- [PROBLEM REQUIREMENTS]
The entries that follow include a run beginning at the line with "Transcribe the names and structure of the map" and ending at the line with "Map reading. Parse"; restate that run word for word and leave the rest out.

Saved entries
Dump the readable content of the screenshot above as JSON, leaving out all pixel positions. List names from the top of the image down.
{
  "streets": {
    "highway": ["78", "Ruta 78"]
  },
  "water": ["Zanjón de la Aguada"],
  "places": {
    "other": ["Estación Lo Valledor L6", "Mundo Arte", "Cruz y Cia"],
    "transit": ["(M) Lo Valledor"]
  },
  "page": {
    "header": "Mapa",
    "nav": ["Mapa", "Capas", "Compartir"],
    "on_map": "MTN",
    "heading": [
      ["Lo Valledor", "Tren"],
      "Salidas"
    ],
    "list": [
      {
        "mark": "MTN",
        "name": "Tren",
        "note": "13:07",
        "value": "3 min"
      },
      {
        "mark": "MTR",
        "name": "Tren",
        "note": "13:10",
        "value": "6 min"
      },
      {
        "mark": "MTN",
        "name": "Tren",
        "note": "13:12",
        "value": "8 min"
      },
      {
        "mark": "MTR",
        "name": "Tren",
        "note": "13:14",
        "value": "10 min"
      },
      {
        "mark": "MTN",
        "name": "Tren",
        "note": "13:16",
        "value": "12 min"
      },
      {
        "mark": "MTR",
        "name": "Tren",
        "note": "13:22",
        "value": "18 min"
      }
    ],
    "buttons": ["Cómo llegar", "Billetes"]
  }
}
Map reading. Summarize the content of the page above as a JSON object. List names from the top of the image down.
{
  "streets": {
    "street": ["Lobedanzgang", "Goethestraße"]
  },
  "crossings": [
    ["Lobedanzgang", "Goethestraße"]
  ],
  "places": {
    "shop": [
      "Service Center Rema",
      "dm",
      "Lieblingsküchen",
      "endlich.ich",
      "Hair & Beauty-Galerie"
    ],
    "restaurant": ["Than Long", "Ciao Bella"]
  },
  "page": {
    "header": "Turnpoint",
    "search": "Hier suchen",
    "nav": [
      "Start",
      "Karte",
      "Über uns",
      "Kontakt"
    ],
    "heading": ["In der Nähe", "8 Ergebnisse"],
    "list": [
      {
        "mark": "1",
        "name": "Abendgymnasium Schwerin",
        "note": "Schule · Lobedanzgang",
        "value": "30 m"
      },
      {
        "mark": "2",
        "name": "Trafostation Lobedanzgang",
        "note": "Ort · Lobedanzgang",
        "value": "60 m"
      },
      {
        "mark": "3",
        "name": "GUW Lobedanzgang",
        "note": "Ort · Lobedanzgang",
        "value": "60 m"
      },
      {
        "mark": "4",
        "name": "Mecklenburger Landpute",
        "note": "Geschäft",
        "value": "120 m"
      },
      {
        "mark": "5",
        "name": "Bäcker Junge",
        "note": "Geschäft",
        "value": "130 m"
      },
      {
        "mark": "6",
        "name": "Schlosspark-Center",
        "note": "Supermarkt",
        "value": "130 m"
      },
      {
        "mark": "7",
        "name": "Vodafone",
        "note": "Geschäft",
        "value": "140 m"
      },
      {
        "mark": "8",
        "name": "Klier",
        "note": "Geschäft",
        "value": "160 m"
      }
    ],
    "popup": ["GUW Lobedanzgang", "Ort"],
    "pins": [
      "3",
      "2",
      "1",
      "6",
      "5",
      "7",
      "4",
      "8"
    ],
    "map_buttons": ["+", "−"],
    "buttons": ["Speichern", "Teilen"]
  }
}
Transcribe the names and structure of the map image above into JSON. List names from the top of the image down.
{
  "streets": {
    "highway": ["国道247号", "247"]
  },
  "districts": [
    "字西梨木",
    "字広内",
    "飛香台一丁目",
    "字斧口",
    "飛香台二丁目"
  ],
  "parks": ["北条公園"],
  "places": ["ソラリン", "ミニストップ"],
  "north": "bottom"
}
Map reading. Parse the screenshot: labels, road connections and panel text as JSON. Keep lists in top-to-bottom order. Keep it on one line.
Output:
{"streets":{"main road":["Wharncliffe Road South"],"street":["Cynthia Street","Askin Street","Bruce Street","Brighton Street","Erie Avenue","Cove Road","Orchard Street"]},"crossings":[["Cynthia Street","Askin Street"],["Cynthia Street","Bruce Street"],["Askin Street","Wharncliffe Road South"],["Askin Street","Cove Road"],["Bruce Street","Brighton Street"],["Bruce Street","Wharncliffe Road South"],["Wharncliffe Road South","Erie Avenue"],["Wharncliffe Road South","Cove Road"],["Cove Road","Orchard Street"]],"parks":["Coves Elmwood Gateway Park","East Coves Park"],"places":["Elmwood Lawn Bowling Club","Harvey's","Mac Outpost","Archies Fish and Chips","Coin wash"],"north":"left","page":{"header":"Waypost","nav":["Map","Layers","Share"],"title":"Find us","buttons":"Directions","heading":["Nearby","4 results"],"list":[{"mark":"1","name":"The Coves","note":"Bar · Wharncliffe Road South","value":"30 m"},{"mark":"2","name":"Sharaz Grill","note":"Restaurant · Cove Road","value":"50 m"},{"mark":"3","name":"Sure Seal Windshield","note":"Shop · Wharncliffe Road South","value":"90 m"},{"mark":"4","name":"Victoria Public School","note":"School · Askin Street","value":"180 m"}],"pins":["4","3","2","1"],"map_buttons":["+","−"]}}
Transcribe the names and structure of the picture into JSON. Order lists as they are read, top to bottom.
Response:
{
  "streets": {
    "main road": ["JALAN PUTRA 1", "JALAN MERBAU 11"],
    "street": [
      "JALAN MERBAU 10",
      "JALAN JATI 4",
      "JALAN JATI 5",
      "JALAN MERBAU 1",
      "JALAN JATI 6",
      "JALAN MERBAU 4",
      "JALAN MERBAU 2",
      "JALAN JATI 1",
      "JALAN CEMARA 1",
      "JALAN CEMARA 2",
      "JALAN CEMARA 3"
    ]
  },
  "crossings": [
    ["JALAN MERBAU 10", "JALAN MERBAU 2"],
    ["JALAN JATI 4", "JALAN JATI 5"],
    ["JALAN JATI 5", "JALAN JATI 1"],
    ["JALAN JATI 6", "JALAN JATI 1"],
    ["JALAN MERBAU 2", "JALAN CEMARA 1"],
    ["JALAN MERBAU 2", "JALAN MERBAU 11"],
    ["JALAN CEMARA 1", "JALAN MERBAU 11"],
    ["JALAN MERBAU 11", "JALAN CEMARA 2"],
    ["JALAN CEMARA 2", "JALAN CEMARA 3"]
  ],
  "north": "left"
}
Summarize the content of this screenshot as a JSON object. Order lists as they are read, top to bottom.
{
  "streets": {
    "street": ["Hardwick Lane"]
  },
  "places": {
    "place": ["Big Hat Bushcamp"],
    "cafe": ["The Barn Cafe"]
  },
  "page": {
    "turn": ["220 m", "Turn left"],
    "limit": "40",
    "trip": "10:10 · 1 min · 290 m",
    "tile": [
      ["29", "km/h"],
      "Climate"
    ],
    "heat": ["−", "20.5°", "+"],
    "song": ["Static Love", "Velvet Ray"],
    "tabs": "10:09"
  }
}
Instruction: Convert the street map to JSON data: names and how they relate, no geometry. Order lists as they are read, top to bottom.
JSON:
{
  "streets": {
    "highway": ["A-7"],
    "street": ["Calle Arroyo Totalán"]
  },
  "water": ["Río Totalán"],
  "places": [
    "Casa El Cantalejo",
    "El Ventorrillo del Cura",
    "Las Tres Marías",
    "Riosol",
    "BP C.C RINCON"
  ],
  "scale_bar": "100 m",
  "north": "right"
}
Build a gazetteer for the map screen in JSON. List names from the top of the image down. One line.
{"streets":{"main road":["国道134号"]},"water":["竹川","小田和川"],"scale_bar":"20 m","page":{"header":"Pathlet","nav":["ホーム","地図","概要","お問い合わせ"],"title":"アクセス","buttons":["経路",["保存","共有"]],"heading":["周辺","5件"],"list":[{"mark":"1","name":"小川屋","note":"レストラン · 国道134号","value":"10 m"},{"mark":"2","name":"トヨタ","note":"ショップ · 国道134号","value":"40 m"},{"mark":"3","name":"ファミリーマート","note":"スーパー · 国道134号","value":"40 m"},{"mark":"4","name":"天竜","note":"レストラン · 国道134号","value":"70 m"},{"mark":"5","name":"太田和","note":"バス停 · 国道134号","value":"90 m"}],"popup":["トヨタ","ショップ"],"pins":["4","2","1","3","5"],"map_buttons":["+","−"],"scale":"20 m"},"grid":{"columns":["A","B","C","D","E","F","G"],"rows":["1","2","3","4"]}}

- [EXERCISE RESULT]
Transcribe the names and structure of the map image above into JSON. List names from the top of the image down.
{
  "streets": {
    "highway": ["国道247号", "247"]
  },
  "districts": [
    "字西梨木",
    "字広内",
    "飛香台一丁目",
    "字斧口",
    "飛香台二丁目"
  ],
  "parks": ["北条公園"],
  "places": ["ソラリン", "ミニストップ"],
  "north": "bottom"
}
Map reading. Parse the screenshot: labels, road connections and panel text as JSON. Keep lists in top-to-bottom order. Keep it on one line.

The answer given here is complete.